Learning Precise, Contact-Rich Manipulation through Uncalibrated Tactile Skins
This work addresses the problem of precise manipulation for robotics by introducing a simple, effective framework that enhances performance and generalization in contact-rich scenarios.
The paper tackled the challenge of executing precise, contact-rich robotic manipulation tasks by integrating low-dimensional magnetic skin sensors with vision, resulting in a 27.5% average performance improvement over vision-only and optical tactile methods across four real-world tasks.

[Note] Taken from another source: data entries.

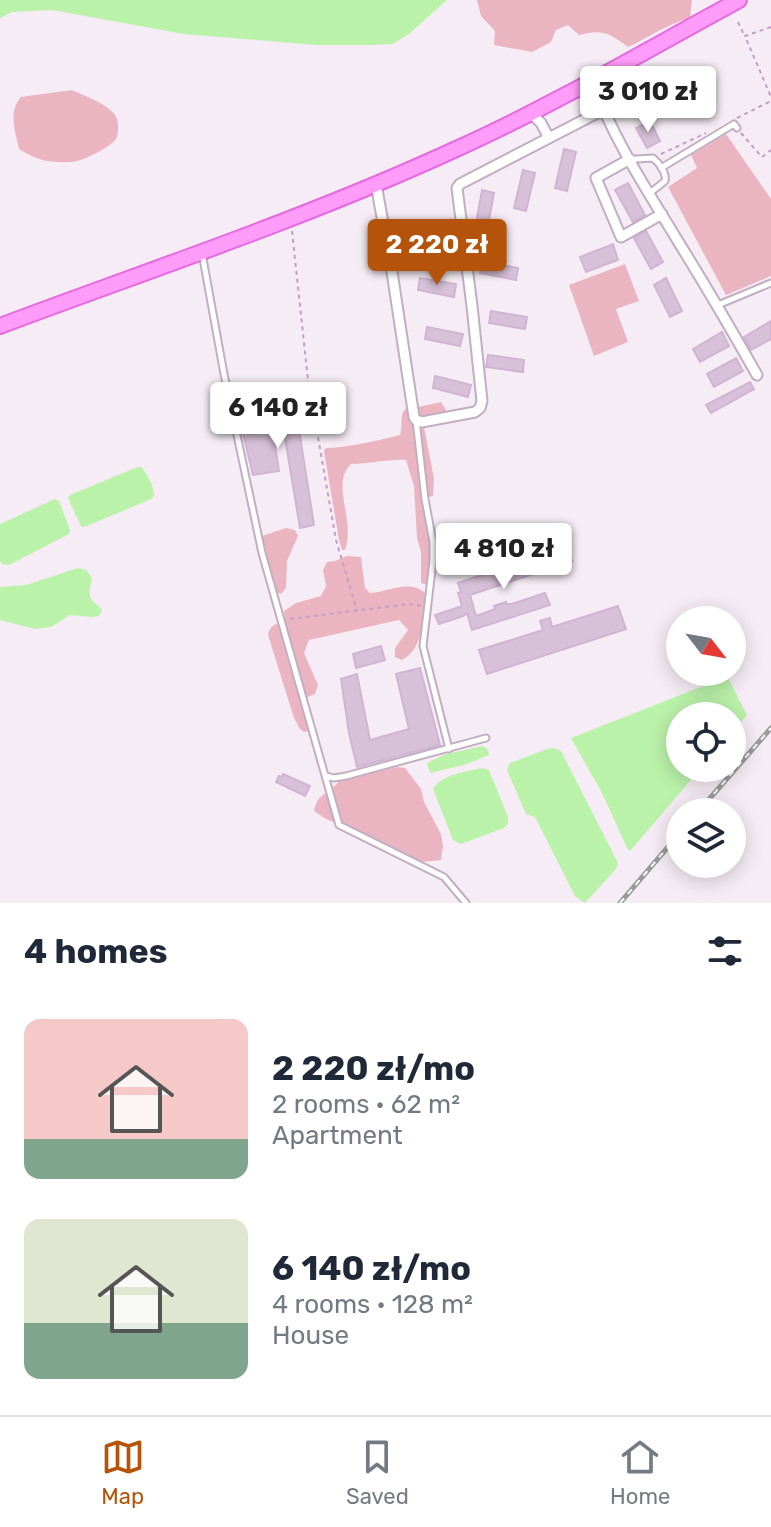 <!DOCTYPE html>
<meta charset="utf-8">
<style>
body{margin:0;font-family:Rubik,sans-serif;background:#f2f2f3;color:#1f2937;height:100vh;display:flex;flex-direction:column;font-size:30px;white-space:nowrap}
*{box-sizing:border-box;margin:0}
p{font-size:26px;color:#747a83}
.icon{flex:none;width:44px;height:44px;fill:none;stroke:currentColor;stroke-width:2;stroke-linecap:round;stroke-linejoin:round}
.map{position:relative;height:903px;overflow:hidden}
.sheet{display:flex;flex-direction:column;background:#fff;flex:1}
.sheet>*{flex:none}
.needle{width:52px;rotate:121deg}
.buttons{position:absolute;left:666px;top:606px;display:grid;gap:16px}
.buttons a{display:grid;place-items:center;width:80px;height:80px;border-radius:50%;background:#fff;box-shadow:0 4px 20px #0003;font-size:40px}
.price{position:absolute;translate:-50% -68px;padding:0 18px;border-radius:8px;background:#fff;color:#222;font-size:26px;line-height:52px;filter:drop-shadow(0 2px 4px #0008)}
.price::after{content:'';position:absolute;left:50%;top:48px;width:24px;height:18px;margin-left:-12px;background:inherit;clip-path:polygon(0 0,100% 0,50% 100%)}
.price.selected{background:#b45309;color:#fff}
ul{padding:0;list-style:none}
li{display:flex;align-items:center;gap:24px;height:200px;padding:0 24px}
li span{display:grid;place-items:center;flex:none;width:224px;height:160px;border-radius:16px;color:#555}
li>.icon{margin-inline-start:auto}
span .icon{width:96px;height:96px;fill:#fffc;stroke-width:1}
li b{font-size:34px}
h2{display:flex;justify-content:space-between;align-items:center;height:96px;padding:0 24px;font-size:34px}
.dock{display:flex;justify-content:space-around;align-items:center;height:112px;border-top:2px solid #e0e1e3;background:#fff;font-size:22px;color:#747a83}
.dock a{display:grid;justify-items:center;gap:4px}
.dock .selected{color:#b45309}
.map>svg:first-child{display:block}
</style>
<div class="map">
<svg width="771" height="903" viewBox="0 0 771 903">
<rect width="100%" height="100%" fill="#f6ecf5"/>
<path fill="#eab5c0" d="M477,0H692L690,18C667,24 650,37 628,47C609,33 603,29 579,35L568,25L556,30L551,42L532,52L494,45L495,31L481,16Z
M72,90C85,96 106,103 115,115C119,121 119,133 116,139C111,147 81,162 72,162C48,163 39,161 19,149C15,130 8,112 21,97Z
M726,134L771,199V276L726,295L668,187L697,168L691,155Z
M625,264L639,301L616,309L628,342L594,356L569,285Z
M441,402L446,410L443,416L429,418L424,427L434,479L433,496L422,499C427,527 434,557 427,585L421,583V552L417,538L414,486L406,460C387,459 370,464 351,464C330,484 356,520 345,550H342L339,540L324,451L326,448C351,447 375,441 400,435C404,421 397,414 410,405L418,407Z
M286,528L295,530L298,536L287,561L286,588L281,594L275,591L264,554L262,536Z
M347,556L361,557L365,588L370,593C389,592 409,579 425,593C422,616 425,648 402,660L395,657V648L408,630L399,620L309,640L304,653L318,685L315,694L300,700L308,724V731L304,732L300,729L294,718L268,635C269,626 277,623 285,620L284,611L296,603L321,596L326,586L323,570L327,562L335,561Z
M397,767L405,768L421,789L424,802L441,834L443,846L441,860L421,862L342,825L326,819L314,811C318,791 330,795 339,781Z"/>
<path fill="#bbf2a9" d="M0,0H447L410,33L393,44L369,45H316L184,34L52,10L12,12L0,18Z
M141,467C148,474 154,487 154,496L151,499L87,526L82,527L80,524L68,498L70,495L135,468Z
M55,499L59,501L70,530L69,534L9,565L3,564L0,561V524Z
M78,568L86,570L92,578C91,584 88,593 91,599C95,604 99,605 102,610L99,616L92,617L70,615L51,627L35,629L0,620V587L26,585Z
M728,678L747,715L732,732V716H680V768H701L631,850H628L602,793L571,738L721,679Z
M483,746L488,750L489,755L464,765L430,773L427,763L446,754Z
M554,748L561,751L618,863L616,869L585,903L575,896L535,817L526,814L507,770L510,763L547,749Z
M482,768L489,770L508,817V824L504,828L461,844L453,840L433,789C442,774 466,772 482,768Z"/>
<path fill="#d7c1d8" stroke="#d1b4d3" stroke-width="2" d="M650,121L660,141L647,148L636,128Z
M564,149L576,152L567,191L555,188Z
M523,170L535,173L526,211L514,208Z
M628,183L645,215L633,222L615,190Z
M482,190L494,193L487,231L475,229Z
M412,227L447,233L445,246L409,240Z
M646,231L663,262L651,269L634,238Z
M613,244L618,260L586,272L580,257Z
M482,261L518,268L516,280L480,273Z
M420,278L456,284L454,297L418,290Z
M666,278L682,311L670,317L654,285Z
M491,311L527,317L525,329L489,323Z
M771,321V339L751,350L744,337Z
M427,327L463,334L460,346L425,339Z
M722,332L729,346L700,362L693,349Z
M488,355L524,360L523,372L486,367Z
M736,358L743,371L714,387L707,374Z
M435,376L471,385L468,397L433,388Z
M750,382L754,389L711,413L706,405Z
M294,398L314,525L300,528L284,432L273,433L279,471L253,475L238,413L242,412L240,402L255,400L257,418L282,414L279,400Z
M567,547L572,561L470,595L476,616L495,609L494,606L506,602V604H512L545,593L550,605L472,630L467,613L463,616L439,624L435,615L462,606L458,593L461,592L458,583Z
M618,606L626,629L487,674L479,650L543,630L540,621L550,618L552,627Z
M381,646L385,660L356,668L353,654Z
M420,668L440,745L357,767L349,733L341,679L357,674L370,740L409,729L396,674Z
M283,774L310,786L305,796L276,782L279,776L282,777Z"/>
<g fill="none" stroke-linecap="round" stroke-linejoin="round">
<defs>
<path id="service" d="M631,162L636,159L653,158C659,163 667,173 665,181L650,193
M661,168L734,124L737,128
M202,253L224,374L262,553L339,825L444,877L466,903
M718,305L771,283
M416,420L425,499L433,542V561L423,646L449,749
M326,776L334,778L346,776L486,738"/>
<path id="minor" d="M592,81C612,136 645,187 676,238C704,283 731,329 757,375
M531,113L541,123L549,138
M630,159L596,178L621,237L662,214
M376,184L392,272L414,417L416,420L422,422L475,412L480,408L482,401L472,306L457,188L460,184L603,110"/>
<path id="primary" d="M0,326C152,269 306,218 454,150C552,106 645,51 739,0"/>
</defs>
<use href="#service" stroke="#c2aec2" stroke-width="9"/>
<use href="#minor" stroke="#c2aec2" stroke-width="13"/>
<use href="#primary" stroke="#e56ae0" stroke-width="18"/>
<path stroke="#c39fc4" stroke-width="2" stroke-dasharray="4 4" stroke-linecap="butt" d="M738,22L744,35
M771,27L745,36L771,97
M620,113L622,79
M737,118L771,101
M741,133L762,157L771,150
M661,154L706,133
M292,231L308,380L336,540L357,611
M290,619L409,604L422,606"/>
<use href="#service" stroke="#fff" stroke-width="5"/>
<use href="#minor" stroke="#fff" stroke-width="9"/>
<use href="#primary" stroke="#ff9cf9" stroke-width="14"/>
<defs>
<path id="rail" d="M698,812L771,728
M620,903L680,833"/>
</defs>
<use href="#rail" stroke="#9a9a9a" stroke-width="5"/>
<use href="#rail" stroke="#fff" stroke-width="2" stroke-dasharray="6" stroke-linecap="butt"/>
</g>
</svg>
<div class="buttons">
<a><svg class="needle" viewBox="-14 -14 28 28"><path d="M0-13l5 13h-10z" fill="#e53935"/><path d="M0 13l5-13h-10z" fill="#747a83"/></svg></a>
<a><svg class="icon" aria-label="locate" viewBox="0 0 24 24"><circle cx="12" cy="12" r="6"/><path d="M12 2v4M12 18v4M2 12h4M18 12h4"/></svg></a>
<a><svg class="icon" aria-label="layers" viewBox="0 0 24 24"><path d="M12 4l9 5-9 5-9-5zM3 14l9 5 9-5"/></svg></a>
</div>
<b class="price" style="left:648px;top:134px">3 010 zł</b>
<b class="price selected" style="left:437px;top:287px">2 220 zł</b>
<b class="price" style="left:278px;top:450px">6 140 zł</b>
<b class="price" style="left:504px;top:591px">4 810 zł</b>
</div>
<section class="sheet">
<h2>4 homes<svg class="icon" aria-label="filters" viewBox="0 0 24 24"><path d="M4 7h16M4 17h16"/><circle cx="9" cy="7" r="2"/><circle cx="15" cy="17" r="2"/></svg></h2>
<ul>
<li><span style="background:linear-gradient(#f6c9c9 75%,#7fa58c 0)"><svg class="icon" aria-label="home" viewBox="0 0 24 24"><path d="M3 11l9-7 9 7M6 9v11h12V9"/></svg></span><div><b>2 220 zł/mo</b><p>2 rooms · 62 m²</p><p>Apartment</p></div></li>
<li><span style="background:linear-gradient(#dfe7d0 65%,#7fa58c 0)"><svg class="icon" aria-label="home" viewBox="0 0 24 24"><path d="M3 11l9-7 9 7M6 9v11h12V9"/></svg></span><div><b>6 140 zł/mo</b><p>4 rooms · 128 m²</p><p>House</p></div></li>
</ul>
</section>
<nav class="dock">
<a class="selected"><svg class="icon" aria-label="map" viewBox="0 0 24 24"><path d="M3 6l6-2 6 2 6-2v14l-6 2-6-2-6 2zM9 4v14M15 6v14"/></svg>Map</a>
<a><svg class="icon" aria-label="saved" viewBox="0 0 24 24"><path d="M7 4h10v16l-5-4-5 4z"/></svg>Saved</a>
<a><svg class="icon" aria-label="home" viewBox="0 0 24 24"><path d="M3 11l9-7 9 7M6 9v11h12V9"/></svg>Home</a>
</nav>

While visuomotor policy learning has advanced robotic manipulation, precisely executing contact-rich tasks remains challenging due to the limitations of vision in reasoning about physical interactions. To address this, recent work has sought to integrate tactile sensing into policy learning. However, many existing approaches rely on optical tactile sensors that are either restricted to recognition tasks or require complex dimensionality reduction steps for policy learning. In this work, we explore learning policies with magnetic skin sensors, which are inherently low-dimensional, highly sensitive, and inexpensive to integrate with robotic platforms. To leverage these sensors effectively, we present the Visuo-Skin (ViSk) framework, a simple approach that uses a transformer-based policy and treats skin sensor data as additional tokens alongside visual information. Evaluated on four complex real-world tasks involving credit card swiping, plug insertion, USB insertion, and bookshelf retrieval, ViSk significantly outperforms both vision-only and optical tactile sensing based policies. Further analysis reveals that combining tactile and visual modalities enhances policy performance and spatial generalization, achieving an average improvement of 27.5% across tasks. https://visuoskin.github.io/